(DATASET begins)

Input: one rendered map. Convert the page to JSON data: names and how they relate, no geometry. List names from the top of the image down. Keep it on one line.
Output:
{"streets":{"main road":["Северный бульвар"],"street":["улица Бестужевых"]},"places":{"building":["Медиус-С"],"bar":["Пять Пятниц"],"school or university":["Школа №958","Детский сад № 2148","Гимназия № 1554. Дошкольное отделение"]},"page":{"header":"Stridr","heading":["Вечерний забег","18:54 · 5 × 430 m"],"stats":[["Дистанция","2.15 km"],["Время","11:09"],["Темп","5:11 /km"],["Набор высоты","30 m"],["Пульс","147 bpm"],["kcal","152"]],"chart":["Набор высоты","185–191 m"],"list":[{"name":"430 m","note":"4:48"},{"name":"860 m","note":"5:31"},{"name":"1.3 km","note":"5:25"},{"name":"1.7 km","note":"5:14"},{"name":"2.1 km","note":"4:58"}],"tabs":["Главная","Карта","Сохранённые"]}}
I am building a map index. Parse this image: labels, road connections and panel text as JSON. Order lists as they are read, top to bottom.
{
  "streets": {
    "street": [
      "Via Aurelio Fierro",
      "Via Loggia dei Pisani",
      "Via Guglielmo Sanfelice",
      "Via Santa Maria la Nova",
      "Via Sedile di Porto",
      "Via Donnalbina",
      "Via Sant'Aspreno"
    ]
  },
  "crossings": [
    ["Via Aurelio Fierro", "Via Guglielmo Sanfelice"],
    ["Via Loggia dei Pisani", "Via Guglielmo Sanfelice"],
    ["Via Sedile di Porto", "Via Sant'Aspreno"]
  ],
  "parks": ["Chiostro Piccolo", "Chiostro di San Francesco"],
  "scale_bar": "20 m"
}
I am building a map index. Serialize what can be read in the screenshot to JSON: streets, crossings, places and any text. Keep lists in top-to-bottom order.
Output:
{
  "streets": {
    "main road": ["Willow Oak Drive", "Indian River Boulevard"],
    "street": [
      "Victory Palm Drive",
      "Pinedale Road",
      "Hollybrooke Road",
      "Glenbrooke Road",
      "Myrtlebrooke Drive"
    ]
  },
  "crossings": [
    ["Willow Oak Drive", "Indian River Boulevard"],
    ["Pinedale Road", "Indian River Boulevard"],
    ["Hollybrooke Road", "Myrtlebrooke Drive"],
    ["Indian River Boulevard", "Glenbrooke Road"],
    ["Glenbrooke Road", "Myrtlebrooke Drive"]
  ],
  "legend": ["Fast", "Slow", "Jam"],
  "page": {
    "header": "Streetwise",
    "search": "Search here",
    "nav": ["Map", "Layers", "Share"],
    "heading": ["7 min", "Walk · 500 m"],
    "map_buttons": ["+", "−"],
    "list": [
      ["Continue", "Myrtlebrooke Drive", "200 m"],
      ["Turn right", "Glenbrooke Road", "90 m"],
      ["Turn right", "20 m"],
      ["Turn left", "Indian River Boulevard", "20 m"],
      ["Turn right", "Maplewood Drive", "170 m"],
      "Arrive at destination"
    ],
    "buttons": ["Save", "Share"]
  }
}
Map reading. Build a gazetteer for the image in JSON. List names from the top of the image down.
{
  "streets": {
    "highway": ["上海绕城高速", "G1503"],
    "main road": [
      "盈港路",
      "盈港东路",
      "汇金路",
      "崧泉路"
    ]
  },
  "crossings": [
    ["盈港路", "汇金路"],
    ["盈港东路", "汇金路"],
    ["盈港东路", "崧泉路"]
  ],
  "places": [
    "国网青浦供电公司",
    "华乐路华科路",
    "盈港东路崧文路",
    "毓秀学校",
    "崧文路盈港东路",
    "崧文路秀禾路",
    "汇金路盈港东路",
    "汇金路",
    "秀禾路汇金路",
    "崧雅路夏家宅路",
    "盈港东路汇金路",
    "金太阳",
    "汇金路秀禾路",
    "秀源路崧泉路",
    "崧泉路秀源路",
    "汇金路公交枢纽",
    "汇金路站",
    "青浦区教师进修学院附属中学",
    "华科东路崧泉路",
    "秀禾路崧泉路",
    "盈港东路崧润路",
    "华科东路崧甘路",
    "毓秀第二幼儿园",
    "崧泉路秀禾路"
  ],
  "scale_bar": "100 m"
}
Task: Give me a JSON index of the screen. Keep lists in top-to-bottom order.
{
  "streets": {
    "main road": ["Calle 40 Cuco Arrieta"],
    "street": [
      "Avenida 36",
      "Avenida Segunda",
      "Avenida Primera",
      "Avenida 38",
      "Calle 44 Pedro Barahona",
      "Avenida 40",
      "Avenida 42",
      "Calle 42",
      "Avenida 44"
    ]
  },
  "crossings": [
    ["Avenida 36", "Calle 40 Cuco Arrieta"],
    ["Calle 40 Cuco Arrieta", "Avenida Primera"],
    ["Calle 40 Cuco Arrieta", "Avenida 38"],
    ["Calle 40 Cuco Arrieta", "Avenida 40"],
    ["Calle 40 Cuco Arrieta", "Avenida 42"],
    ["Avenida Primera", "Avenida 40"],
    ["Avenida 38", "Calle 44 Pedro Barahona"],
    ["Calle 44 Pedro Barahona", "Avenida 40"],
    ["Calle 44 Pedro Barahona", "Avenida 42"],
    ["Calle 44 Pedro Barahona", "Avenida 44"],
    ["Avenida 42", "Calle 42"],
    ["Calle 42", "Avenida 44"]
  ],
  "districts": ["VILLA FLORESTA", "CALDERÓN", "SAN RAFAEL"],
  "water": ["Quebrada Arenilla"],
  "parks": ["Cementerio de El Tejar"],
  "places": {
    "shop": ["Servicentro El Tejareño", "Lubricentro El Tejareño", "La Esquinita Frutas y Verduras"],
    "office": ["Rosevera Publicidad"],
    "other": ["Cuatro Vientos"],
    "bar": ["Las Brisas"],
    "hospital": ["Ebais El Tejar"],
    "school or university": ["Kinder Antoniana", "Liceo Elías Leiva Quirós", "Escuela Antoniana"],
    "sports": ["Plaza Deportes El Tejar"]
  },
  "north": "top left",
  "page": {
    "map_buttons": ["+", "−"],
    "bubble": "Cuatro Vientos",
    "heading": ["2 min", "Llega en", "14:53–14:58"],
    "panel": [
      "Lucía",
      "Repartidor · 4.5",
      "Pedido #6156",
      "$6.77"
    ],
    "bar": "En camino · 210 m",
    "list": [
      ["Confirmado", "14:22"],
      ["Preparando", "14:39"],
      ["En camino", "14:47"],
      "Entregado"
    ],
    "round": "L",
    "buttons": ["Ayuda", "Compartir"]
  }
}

(DATASET ends)

#### THE TASK
Find the string "Arrieta" in the records, then copy each line where it occurs.

#### COMPLETED TASK
    "main road": ["Calle 40 Cuco Arrieta"],
    ["Avenida 36", "Calle 40 Cuco Arrieta"],
    ["Calle 40 Cuco Arrieta", "Avenida Primera"],
    ["Calle 40 Cuco Arrieta", "Avenida 38"],
    ["Calle 40 Cuco Arrieta", "Avenida 40"],
    ["Calle 40 Cuco Arrieta", "Avenida 42"],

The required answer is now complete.